Brown cited data published in Frontiers in Endocrinology in 2020 showing approximately 75% of people fall within the normal range for triglycerides of less than 150 mg/dL. However, among the 99th percentile of individuals, there are those with high triglyceride levels of 450 mg/dL or more, in which the majority of circulating triglycerides, in the fasting state, is contained as VLDL or VLDL remnant particles.
In addition to VLDL or VLDL remnant particles, patients with very high triglycerides (800 mg/dL to 1,000 mg/dL) will have circulating chylomicron and chylomicron remnants particles, according to the presentation.
Brown stated that triglyceride-rich lipoprotein particles become saturated above triglyceride concentrations greater than about 500 to 700 mg/dL; therefore, patients with triglycerides above that range cannot clear chylomicrons adequately and continue to have chylomicrons present, even after an overnight fast.
According to the presentation, although the main goal of triglyceride lowering is to reduce CV risk, among patients with very high triglycerides, the primary goal is to lower the risk for pancreatitis.
Causes of severe hypertriglyceridemia can be divided into monogenic forms and multifactorial forms, according to the presentation.
One monogenic cause of hypertriglyceridemia is familial chylomicronemia syndromes, which occurs in 1 per 200,000 to 1,000,000 people or 1.1% of patients with triglycerides around 885 mg/dL.
“There are no reported causative genes for familial chylomicronemia syndromes that affect either synthesis or production of triglyceride-rich lipoproteins,” Brown said during the presentation. “Instead, all of the familial chylomicronemia syndrome genes are caused by biallelic loss-of-function variants in genes involved in hydrolysis of triglyceride-rich lipoprotein particles. Because chylomicrons carry such large quantities of triglyceride, familial chylomicronemia syndromes are characterized by increased chylomicron particle numbers and greatly increased triglyceride concentrations.”
According to the presentation, patients with familial chylomicronemia syndromes may also present with lipemia retinalis, eruptive xanthomas and pancreatitis.
Another monogenic cause of hypertriglyceridemia is lipodystrophy syndromes that are characterized by a deficiency of adipose tissue.

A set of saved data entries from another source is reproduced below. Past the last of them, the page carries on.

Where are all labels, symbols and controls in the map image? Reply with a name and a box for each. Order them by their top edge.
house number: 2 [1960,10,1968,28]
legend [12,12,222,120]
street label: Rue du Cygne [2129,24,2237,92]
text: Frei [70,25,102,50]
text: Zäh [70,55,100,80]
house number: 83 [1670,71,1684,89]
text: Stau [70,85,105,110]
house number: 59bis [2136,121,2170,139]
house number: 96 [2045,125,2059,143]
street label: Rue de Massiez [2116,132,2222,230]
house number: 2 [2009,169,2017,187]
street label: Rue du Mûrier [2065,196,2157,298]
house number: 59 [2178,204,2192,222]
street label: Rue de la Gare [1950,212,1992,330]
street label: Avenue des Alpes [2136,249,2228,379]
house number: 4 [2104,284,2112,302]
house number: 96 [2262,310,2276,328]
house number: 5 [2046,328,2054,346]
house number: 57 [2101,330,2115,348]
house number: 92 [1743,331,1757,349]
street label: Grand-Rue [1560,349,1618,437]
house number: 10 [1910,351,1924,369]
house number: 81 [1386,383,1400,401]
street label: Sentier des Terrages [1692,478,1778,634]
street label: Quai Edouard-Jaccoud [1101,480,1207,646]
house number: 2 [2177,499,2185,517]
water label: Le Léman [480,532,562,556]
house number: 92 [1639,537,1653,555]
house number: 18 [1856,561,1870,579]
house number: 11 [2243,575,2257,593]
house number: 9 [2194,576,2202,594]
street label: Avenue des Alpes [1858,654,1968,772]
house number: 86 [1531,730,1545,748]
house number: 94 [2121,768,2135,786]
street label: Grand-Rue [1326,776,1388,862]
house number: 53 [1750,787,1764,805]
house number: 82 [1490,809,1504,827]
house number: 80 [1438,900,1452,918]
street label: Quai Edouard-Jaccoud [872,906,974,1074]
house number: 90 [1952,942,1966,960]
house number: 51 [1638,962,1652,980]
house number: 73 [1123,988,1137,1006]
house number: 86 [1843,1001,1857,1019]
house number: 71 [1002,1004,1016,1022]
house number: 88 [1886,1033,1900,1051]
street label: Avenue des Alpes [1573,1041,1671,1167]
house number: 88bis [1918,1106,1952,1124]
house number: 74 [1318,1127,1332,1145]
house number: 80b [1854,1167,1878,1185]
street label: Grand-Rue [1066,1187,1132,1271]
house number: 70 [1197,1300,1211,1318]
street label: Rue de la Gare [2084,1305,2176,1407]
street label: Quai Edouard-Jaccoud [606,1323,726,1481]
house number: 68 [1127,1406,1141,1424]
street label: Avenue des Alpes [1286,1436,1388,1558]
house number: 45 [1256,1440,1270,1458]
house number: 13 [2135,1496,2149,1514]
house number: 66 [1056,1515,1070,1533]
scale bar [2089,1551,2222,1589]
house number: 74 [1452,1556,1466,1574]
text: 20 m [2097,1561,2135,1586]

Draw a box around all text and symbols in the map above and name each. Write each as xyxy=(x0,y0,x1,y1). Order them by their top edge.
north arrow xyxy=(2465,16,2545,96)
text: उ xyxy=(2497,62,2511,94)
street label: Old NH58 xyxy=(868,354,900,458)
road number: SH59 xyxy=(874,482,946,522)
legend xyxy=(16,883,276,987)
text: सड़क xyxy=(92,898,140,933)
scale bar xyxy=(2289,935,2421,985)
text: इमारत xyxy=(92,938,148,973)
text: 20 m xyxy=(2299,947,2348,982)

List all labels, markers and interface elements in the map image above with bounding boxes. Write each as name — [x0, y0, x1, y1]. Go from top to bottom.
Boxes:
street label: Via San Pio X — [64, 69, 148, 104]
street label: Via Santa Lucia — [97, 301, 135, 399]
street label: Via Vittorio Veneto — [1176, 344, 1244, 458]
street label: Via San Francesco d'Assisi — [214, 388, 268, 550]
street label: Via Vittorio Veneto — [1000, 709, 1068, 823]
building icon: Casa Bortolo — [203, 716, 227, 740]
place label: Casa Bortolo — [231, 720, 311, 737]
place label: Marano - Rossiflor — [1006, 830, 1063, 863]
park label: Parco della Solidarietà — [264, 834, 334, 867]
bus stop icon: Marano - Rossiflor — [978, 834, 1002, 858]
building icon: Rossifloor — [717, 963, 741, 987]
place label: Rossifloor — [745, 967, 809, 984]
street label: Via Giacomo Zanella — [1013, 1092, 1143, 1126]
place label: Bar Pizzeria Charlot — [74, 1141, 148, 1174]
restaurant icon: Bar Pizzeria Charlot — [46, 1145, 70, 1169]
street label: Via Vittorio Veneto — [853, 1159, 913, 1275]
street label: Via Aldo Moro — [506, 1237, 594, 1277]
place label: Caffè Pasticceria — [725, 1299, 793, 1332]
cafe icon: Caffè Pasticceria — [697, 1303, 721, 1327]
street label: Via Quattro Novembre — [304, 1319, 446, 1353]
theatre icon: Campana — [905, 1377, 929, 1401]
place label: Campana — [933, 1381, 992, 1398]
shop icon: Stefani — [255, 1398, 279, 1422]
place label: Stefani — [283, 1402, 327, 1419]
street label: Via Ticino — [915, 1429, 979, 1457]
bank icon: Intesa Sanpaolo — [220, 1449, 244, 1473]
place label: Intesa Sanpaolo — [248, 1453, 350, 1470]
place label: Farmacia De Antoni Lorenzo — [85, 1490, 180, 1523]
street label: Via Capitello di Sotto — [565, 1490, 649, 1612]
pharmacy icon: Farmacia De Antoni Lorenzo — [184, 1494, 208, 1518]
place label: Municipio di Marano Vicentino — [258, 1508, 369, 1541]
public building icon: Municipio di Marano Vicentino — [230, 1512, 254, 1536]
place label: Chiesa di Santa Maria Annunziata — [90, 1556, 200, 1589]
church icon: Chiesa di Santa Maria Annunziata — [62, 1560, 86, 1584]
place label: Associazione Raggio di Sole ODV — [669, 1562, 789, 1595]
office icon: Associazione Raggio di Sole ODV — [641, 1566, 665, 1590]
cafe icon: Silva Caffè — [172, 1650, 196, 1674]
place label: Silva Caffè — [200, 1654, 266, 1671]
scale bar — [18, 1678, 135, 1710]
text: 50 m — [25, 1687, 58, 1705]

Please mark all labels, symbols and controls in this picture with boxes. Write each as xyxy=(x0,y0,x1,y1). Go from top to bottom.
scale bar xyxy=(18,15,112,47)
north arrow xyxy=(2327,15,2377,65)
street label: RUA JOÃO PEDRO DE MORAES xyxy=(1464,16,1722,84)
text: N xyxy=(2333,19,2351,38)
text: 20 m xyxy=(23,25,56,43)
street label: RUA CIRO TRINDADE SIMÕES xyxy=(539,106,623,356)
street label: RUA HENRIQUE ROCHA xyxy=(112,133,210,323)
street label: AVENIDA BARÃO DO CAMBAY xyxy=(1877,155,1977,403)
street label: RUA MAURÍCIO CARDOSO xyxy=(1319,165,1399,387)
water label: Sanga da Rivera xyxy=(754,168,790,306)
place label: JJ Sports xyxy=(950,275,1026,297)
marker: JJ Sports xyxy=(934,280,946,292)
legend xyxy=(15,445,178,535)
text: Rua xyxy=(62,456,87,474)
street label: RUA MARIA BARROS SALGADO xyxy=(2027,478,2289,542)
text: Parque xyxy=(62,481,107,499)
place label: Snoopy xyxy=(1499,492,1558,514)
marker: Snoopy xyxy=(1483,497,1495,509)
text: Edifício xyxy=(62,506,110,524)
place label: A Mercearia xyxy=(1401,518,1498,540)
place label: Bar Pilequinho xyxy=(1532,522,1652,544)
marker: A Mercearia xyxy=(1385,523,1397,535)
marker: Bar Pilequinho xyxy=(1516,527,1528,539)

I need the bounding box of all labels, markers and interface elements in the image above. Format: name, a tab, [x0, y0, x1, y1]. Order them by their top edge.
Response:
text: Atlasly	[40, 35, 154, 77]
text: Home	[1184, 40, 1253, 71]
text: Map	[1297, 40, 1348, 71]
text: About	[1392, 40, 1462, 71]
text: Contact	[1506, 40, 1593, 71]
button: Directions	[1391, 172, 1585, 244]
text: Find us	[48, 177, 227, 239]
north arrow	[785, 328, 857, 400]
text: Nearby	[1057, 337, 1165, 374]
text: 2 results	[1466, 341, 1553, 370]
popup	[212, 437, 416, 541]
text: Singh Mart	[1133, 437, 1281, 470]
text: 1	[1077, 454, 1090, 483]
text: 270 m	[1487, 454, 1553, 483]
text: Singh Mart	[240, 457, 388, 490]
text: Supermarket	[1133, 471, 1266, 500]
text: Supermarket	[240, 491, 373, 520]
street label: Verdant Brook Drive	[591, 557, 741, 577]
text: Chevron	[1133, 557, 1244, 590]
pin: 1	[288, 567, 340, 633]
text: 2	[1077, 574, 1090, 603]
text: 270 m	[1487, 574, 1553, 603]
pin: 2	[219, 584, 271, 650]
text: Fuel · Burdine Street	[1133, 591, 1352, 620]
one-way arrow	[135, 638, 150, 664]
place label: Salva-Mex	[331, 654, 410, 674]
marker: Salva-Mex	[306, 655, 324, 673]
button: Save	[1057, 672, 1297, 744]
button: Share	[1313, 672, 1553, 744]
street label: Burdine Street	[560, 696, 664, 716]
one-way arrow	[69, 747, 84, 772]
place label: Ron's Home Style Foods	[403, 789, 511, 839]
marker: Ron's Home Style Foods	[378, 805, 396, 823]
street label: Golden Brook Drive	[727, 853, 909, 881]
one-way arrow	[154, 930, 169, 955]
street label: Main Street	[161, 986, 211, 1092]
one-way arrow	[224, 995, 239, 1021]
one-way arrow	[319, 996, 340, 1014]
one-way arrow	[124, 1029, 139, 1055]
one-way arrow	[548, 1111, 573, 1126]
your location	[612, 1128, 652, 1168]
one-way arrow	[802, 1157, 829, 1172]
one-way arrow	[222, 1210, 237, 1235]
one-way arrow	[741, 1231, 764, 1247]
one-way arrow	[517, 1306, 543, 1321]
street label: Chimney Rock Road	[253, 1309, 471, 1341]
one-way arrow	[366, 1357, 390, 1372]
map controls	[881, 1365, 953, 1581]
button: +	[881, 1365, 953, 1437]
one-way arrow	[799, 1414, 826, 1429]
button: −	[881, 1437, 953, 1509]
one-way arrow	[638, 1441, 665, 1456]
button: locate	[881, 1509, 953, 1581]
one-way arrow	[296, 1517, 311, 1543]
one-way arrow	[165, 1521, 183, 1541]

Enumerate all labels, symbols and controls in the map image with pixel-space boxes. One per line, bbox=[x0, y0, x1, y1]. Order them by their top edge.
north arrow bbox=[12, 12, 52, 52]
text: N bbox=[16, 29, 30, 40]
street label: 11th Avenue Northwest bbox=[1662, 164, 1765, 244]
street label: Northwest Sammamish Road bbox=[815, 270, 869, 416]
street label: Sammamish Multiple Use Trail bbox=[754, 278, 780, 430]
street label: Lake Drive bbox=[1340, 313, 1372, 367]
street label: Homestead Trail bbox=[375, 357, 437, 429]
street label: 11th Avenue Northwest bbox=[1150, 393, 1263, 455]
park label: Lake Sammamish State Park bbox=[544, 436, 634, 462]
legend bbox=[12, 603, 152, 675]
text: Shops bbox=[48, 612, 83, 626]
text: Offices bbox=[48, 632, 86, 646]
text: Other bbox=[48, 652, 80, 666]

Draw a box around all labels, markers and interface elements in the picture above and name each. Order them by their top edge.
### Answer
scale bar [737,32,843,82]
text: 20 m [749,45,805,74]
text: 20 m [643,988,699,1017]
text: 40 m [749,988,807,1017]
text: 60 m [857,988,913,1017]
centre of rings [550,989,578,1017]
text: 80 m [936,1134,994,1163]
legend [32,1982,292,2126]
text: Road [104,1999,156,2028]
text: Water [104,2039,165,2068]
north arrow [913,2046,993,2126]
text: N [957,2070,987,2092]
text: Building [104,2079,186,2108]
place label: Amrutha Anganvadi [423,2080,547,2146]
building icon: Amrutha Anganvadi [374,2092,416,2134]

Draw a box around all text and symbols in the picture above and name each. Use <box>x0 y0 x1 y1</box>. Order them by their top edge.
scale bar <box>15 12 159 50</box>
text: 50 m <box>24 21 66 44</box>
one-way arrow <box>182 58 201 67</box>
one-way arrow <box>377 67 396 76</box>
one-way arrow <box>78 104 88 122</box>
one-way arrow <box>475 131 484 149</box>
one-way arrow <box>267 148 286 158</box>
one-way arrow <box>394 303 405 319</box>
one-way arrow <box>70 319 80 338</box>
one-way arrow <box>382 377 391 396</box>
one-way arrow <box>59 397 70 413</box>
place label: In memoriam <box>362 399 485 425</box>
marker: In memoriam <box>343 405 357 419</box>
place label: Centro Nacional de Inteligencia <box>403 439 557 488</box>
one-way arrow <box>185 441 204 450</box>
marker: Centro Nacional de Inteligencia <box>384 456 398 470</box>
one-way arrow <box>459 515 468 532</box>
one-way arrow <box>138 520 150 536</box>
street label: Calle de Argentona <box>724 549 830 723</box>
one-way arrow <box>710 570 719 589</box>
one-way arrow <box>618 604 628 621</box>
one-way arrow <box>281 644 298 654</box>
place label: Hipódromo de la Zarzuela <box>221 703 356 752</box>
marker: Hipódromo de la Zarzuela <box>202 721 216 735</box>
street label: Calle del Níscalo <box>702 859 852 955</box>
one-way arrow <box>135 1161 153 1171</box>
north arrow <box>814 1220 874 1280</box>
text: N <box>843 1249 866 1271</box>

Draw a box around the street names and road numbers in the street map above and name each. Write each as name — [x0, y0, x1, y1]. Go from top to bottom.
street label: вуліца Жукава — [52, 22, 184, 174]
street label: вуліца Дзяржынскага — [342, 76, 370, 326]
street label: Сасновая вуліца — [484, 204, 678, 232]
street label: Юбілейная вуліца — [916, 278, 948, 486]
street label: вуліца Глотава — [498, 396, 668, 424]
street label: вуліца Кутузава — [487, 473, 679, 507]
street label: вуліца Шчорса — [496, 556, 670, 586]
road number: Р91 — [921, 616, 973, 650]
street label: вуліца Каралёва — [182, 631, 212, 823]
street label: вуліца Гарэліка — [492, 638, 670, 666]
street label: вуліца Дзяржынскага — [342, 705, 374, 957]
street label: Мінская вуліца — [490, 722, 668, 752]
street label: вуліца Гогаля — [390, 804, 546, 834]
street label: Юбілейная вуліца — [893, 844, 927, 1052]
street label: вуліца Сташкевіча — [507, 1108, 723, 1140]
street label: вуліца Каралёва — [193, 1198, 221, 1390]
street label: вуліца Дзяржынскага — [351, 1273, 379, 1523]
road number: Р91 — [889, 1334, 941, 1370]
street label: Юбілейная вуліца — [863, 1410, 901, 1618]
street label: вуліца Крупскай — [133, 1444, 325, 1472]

According to the presentation, low fat mass attributed to lipodystrophy syndromes results in low levels of adipocyte-derived hormones, including leptin, which is sensed by the hypothalamus as a starvation signal, resulting in hyperphasia.
“Because patients with lipodystrophy cannot store excess calories and adipocytes because they don't have the adipocytes,” Brown said. “They instead store these excess nutrients as ectopic lipid within tissues, such as muscle and liver, leading to insulin resistance, which has downstream health consequences, including diabetes and hypertriglyceridemia.”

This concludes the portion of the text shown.